An den Unis werden Massenentlassungen als Reform verkauft

Es ist eine Posse und ein starkes Stück: Dem neuen Hochschulrahmengesetz zufolge soll eine ganze Generation hochqualifizierter Wissenschaftler entlassen werden. Einige tausend Forscher sind von Dauer-Arbeitslosigkeit bedroht - ein historisch präzedenzloser Plan, der als Teil der "Modernisierung der Universitäten" ausgegeben wird.

Einer der Betroffenen ist der Historiker Constantin Goschler. Der hatte Erstaunliches zu berichten: Er hatte gerade seine Habilitationsschrift abgeschlossen und suchte nun eine neue Beschäftigung, denn seine Assistentenstelle lief zum Ende des Jahres 2001 aus. Angesichts seiner Fähigkeiten hat er vermutlich gute Chancen auf eine Professur, allerdings wohl erst in ein oder zwei Jahren, weil derzeit alle Stellen besetzt sind. So hatte er sich bei einer Stiftung um die Finanzierung eines Forschungsprojekts beworben. Das umfängliche Exposé war von mehreren Gutachtern geprüft und positiv beschieden worden. Nun war alles in Ordnung, dachte Goschler und informierte die Berliner Humboldt-Universität von der erfolgreichen Einwerbung von "Drittmitteln", wie die Zuwendungen außeruniversitärer Stiftungen genannt werden.

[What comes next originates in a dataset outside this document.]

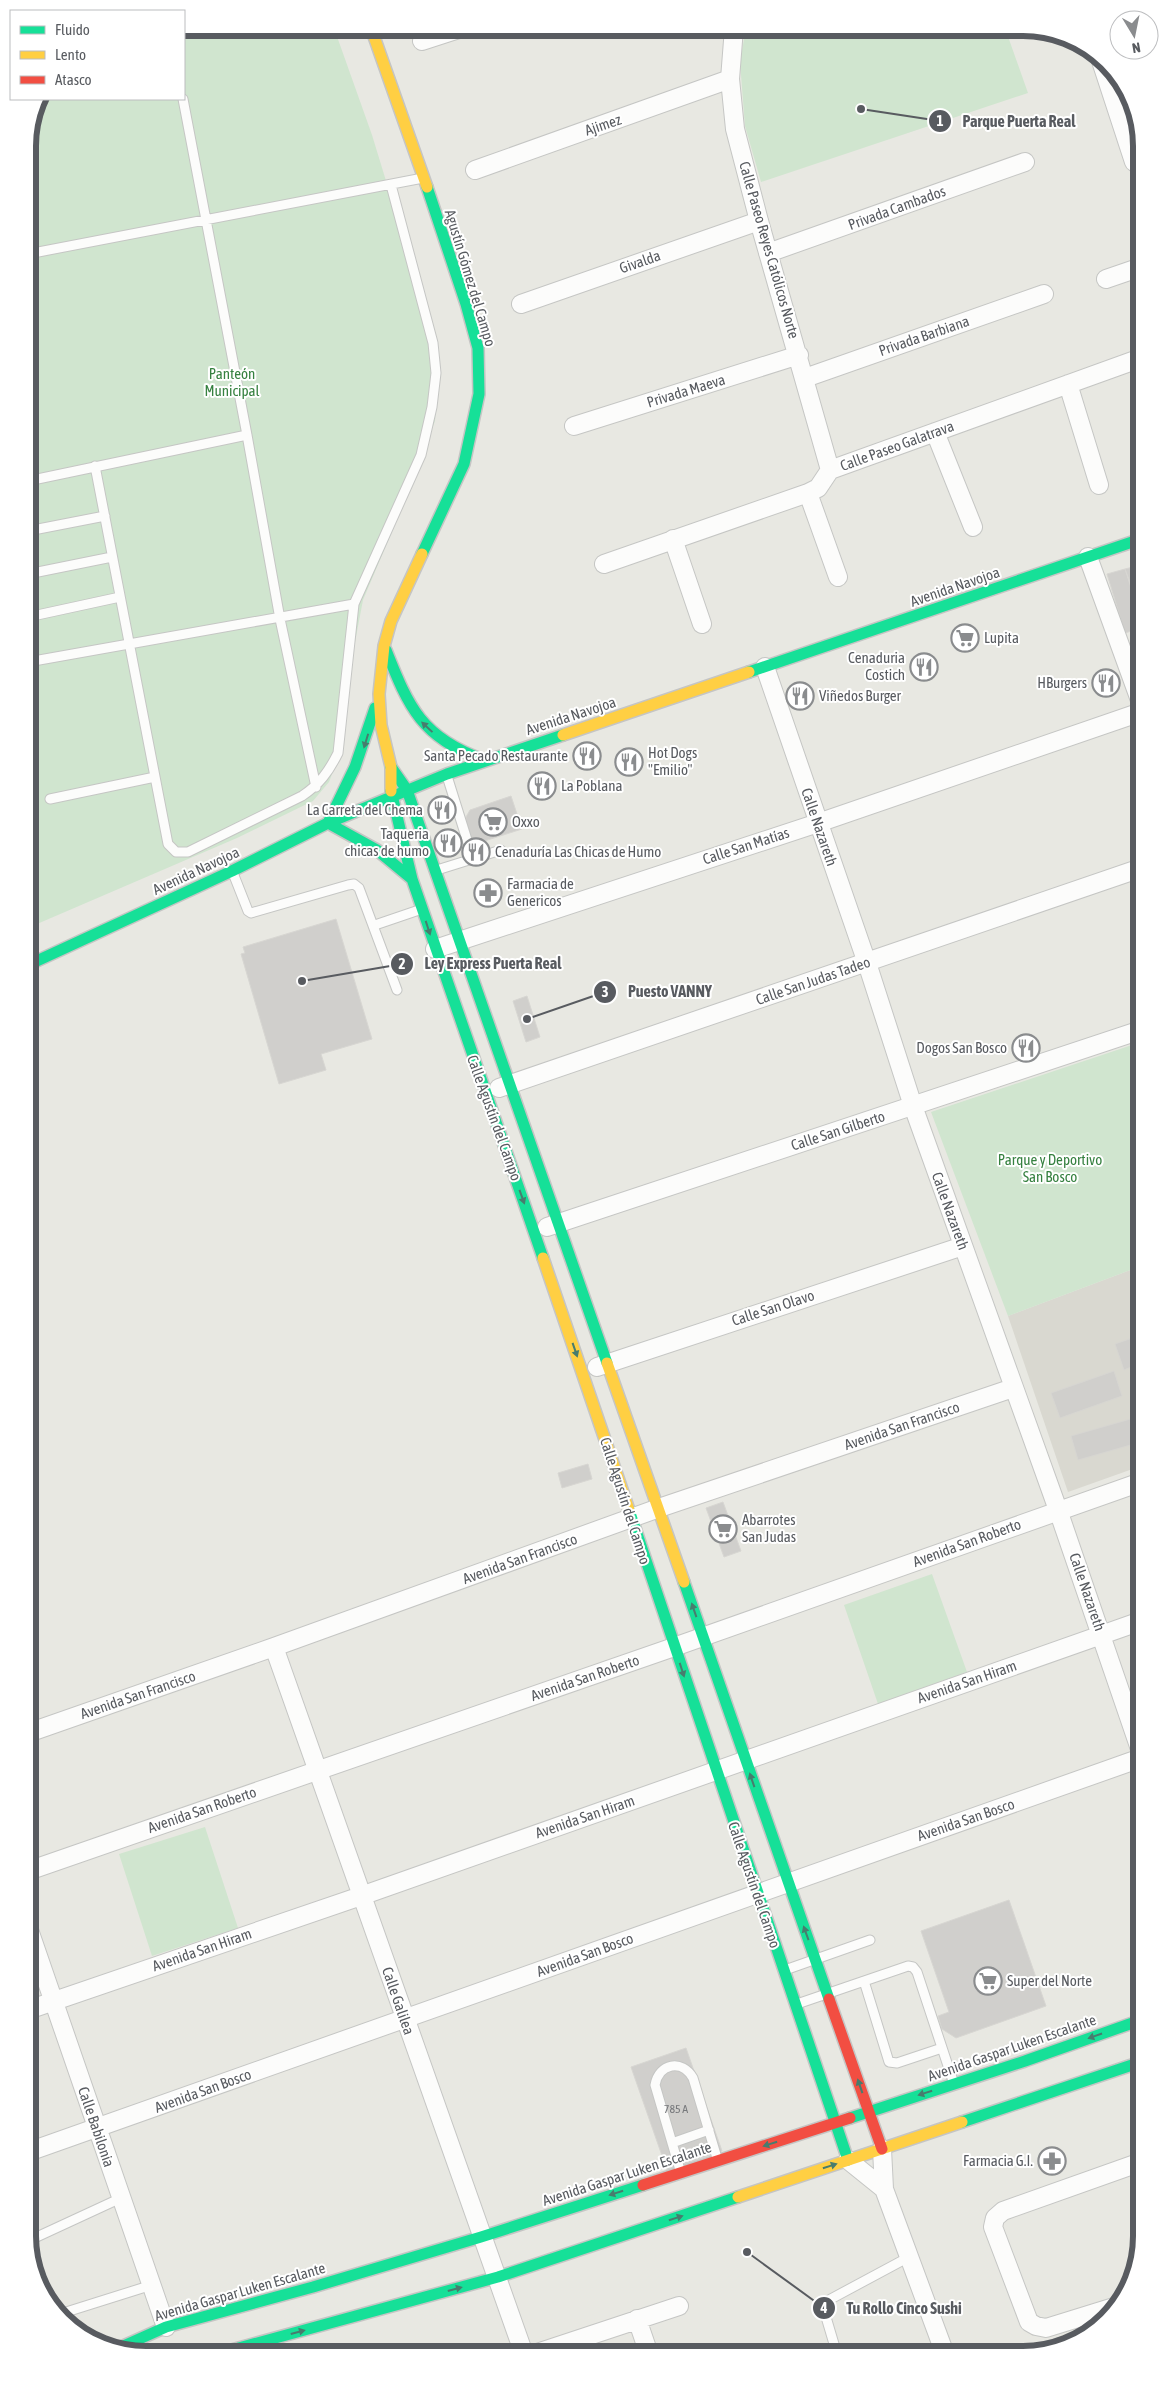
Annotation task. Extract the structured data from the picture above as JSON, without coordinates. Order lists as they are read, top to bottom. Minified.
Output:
{"streets":{"street":["Ajimez","Privada Cambados","Calle Paseo Reyes Católicos Norte","Givalda","Agustín Gómez del Campo","Privada Barbiana","Privada Maeva","Calle Paseo Galatrava","Avenida Navojoa","Calle Nazareth","Calle San Matías","Calle San Judas Tadeo","Calle Agustín del Campo","Calle San Gilberto","Calle San Olavo","Avenida San Francisco","Avenida San Roberto","Avenida San Hiram","Avenida San Bosco","Calle Galilea","Avenida Gaspar Luken Escalante","Calle Babilonia"]},"crossings":[["Ajimez","Calle Paseo Reyes Católicos Norte"],["Privada Cambados","Calle Paseo Reyes Católicos Norte"],["Calle Paseo Reyes Católicos Norte","Givalda"],["Calle Paseo Reyes Católicos Norte","Privada Barbiana"],["Calle Paseo Reyes Católicos Norte","Privada Maeva"],["Calle Paseo Reyes Católicos Norte","Calle Paseo Galatrava"],["Agustín Gómez del Campo","Avenida Navojoa"],["Agustín Gómez del Campo","Calle Agustín del Campo"],["Avenida Navojoa","Calle Nazareth"],["Avenida Navojoa","Calle Agustín del Campo"],["Calle Nazareth","Calle San Matías"],["Calle Nazareth","Calle San Judas Tadeo"],["Calle Nazareth","Calle San Gilberto"],["Calle Nazareth","Calle San Olavo"],["Calle Nazareth","Avenida San Francisco"],["Calle Nazareth","Avenida San Roberto"],["Calle Nazareth","Avenida San Hiram"],["Calle San Matías","Calle Agustín del Campo"],["Calle San Judas Tadeo","Calle Agustín del Campo"],["Calle Agustín del Campo","Calle San Gilberto"],["Calle Agustín del Campo","Calle San Olavo"],["Calle Agustín del Campo","Avenida San Francisco"],["Calle Agustín del Campo","Avenida San Roberto"],["Calle Agustín del Campo","Avenida San Hiram"],["Calle Agustín del Campo","Avenida San Bosco"],["Calle Agustín del Campo","Avenida Gaspar Luken Escalante"],["Avenida San Francisco","Calle Galilea"],["Avenida San Roberto","Calle Galilea"],["Avenida San Hiram","Calle Galilea"],["Avenida San Hiram","Calle Babilonia"],["Avenida San Bosco","Calle Galilea"],["Avenida San Bosco","Calle Babilonia"],["Calle Galilea","Avenida Gaspar Luken Escalante"],["Avenida Gaspar Luken Escalante","Calle Babilonia"]],"parks":["Panteón Municipal","Parque y Deportivo San Bosco"],"places":{"other":["Parque Puerta Real","Ley Express Puerta Real","Puesto VANNY","Tu Rollo Cinco Sushi"],"supermarket":["Lupita","Oxxo","Abarrotes San Judas","Super del Norte"],"restaurant":["Cenaduria Costich","HBurgers","Viñedos Burger","Santa Pecado Restaurante","Hot Dogs \"Emilio\"","La Poblana","La Carreta del Chema","Taqueria chicas de humo","Cenaduría Las Chicas de Humo","Dogos San Bosco"],"pharmacy":["Farmacia de Genericos","Farmacia G.I."]},"house_numbers":["785 A"],"legend":["Fluido","Lento","Atasco"],"north":"bottom"}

Er fiel aus allen Wolken, als die Antwort der Universitätsverwaltung einging: In Übereinstimmung mit dem zum 1.1.2002 in Kraft tretenden neuen Hochschulrahmengesetz müsse er entlassen werden. Da er nun schon 12 Jahre an einer deutschen Universität beschäftigt sei - die Zeit als Hilfskraft wird mitgezählt -, könne er die bereits genehmigte Stelle nicht antreten. Auch an einer anderen deutschen Universität oder an einem Institut dürfe er fortan nicht mehr beschäftigt werden - obwohl er für seine Finanzierung ja selbst gesorgt hatte. Angesichts dieser befremdlichen Mitteilung suchte Goschler nach einer Erklärung. Er hörte, dass er kein Einzelfall sei, mehr erfuhr er nicht.

Ein Rundruf bei deutschen Bildungsverwaltungs-Institutionen vermittelte den Eindruck kompletter Konfusion. Weder im Berliner Senat, noch bei der Geschäftsstelle des Wissenschaftsrats, noch beim baden- württembergischen Wissenschaftsministerium war Genaueres zu erfahren. Bei der Deutschen Forschungsgemeinschaft zeigte man sich verwundert und alarmiert. Schließlich sind rund ein Viertel aller von der DFG finanzierten Forschungen von dem Gesetz betroffen. Aber der Präsident war durch die Stammzellen-Debatte absorbiert. Zudem stand die DFG in der öffentlichen Kritik, weil sie die Regelung für die Bezuschussung von Druckkosten für Bücher geändert hatte. Darüber hatten sich hunderte aufgebrachte Professoren beschwert. Dass binnen weniger Wochen an den deutschen Universitäten eine Massenentlassungswelle einsetzen würde, war offenbar den meisten nicht bekannt oder kümmerte sie nicht.

Das dreckige Dutzend

Was war geschehen? Wer bisher als Wissenschaftlicher Mitarbeiter oder Assistent nach Ablauf seines Vertrages keine Professur erlangte, - sei es vorübergehend, sei es auf lange Sicht -, der konnte sich bei der DFG oder anderen Institutionen um die Finanzierung eines befristeten Forschungsprojekts bewerben. Diese Wissenschaftler mussten sich strengen Qualitätsprüfungen unterziehen. Das Niveau solcher "Drittmittelforschung" war folglich besonders hoch.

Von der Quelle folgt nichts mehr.